Many people know George Gershwin’s music from watching classical Hollywood musicals, and in fact, I just watched the DVD of Funny Face featuring Gershwin’s Hollywood movie songs. But what some people don’t know is that Gershwin also composed classical music and built a bridge between the new African-American jazz of the turn-of-the-last century with European classical orchestral arrangements, ie: Rhapsody in Blue. However, the version that appears on Gershwin by Grofè features the jazz arrangement with the lead clarinet marrying a bit of Klezmer with early American blues.

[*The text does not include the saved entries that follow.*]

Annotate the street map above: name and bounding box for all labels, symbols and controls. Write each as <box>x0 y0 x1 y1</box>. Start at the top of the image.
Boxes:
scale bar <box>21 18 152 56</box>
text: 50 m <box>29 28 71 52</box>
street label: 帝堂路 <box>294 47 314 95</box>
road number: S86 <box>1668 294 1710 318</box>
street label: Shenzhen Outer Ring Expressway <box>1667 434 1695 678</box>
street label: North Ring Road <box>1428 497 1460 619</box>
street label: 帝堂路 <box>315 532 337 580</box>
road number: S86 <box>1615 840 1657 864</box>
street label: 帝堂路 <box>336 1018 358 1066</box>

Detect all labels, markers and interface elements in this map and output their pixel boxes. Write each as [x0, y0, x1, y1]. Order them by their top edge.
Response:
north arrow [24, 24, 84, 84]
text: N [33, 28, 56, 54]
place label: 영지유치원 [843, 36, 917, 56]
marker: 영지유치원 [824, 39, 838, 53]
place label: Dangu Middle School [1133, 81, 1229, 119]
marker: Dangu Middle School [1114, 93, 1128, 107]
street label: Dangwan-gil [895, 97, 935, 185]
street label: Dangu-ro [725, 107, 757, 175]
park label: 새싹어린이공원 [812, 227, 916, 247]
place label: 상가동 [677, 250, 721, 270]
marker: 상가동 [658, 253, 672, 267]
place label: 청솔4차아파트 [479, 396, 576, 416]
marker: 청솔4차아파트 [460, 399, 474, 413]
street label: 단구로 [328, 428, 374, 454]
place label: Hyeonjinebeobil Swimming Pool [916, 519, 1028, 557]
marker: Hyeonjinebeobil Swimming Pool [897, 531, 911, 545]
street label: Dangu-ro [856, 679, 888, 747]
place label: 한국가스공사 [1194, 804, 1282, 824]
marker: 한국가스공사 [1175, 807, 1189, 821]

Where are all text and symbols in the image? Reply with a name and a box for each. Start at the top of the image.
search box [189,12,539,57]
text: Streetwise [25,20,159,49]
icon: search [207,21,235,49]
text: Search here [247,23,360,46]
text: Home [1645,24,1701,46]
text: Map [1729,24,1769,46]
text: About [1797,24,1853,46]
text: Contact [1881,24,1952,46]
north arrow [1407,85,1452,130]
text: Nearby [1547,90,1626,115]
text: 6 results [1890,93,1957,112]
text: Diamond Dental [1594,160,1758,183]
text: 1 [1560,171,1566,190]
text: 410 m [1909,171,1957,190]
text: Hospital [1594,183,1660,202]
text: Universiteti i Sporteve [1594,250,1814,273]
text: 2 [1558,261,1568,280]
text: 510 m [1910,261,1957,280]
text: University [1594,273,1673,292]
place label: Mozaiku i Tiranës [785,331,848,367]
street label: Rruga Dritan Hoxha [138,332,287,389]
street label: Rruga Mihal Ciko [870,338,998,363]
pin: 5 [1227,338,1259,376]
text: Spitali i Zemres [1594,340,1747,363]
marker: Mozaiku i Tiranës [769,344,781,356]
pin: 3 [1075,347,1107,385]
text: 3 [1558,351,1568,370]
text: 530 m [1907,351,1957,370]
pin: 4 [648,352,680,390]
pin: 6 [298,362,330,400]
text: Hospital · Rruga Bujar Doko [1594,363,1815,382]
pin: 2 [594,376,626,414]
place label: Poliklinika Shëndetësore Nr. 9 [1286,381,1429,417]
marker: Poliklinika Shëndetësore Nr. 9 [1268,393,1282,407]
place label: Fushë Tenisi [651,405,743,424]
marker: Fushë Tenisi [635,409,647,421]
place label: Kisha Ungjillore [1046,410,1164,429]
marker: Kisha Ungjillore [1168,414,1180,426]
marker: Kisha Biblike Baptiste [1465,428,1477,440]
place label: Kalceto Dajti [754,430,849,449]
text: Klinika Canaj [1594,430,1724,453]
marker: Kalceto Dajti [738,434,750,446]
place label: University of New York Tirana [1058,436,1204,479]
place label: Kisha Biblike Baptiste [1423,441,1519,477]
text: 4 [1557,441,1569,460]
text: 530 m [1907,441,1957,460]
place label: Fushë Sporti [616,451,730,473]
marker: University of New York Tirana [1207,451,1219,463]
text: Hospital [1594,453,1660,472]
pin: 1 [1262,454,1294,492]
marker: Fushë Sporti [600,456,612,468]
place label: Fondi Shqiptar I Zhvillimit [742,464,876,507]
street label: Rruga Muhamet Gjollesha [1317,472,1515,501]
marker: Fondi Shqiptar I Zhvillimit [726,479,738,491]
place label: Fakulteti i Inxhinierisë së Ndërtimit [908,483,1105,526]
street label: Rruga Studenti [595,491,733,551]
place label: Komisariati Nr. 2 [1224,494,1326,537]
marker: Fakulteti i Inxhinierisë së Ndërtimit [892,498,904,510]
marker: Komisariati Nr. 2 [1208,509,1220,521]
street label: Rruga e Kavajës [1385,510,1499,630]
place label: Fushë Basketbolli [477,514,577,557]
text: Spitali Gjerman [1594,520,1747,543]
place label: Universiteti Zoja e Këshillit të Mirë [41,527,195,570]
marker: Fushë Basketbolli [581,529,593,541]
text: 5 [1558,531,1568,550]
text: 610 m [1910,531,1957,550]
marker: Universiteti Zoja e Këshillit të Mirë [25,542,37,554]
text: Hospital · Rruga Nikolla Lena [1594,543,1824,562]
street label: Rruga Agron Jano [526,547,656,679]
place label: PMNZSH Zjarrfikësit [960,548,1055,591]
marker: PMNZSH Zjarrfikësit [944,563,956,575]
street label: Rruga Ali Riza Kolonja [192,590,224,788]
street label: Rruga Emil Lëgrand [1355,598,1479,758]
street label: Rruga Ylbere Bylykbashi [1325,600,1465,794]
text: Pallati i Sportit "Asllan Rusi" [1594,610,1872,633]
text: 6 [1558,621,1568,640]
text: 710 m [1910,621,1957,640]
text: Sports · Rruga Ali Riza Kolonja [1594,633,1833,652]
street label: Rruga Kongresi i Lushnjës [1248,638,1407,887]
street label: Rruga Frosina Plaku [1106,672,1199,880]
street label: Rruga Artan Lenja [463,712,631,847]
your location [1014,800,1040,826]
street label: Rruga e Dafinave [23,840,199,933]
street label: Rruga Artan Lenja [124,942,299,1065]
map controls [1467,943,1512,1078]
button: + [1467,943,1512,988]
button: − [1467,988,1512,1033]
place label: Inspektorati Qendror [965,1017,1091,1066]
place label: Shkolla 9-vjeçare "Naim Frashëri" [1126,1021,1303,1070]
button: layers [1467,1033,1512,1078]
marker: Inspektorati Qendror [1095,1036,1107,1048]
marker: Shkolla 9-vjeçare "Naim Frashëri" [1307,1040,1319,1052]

While Gershwin was instrumental in marrying American jazz with European classical, he was joined by Paul Whitman and Ferde Grofè on this formidable task. The risky musical venture also took place during a time when African-American music was still not fully accepted by white America and jazz was most like not taken seriously by classical music composers (except for the French Impressionist composer Maurice Ravel, a fan of Gershwin). Gershwin also would have carried the extra baggage of a Hollywood movie composer, a relatively new medium at that time in history.

This is not the first jazz interpretation I’ve heard of Rhapsody in Blue. Caribbean-American composer and Latin-jazz pianist Michel Camilo partnered with the Barcelona Symphony Orchestra on his disc, Rhapsody in Blue (Telarc), which also fell on the bluesy side despite the full orchestra sound. And the liner notes on that disc also delve into the fascinating relationship between Whiteman, Grofè and Gershwin; their contributions to American music.


Gershwin by Grofè features the Hollywood songs such as I Got Rhythm, Sweet and Low-down, The Man I Love, and some of the songs can be heard as both archival recordings and as new versions performed by Harmonie Ensemble, Lincoln Mayorga (piano) and Al Gallodoro on reeds, conducted by Steven Richman, as mentioned earlier in the review.


The uplifting music kept me in a spirited mood despite the recent rainstorm and the liner notes educated me about music of the early 20th century.  This must have been an exciting time for American composers and any group of musicians forging a new musical identity without the knowledge that in the future, someone would be listening to their music on a CD while typing a review on a laptop computer which with a click of a button can be read by the entire world via the Internet. Still even with all this technology at my fingertips, I would love to travel back in time and hear Gershwin’s music live and experienced the emergence of all that new music.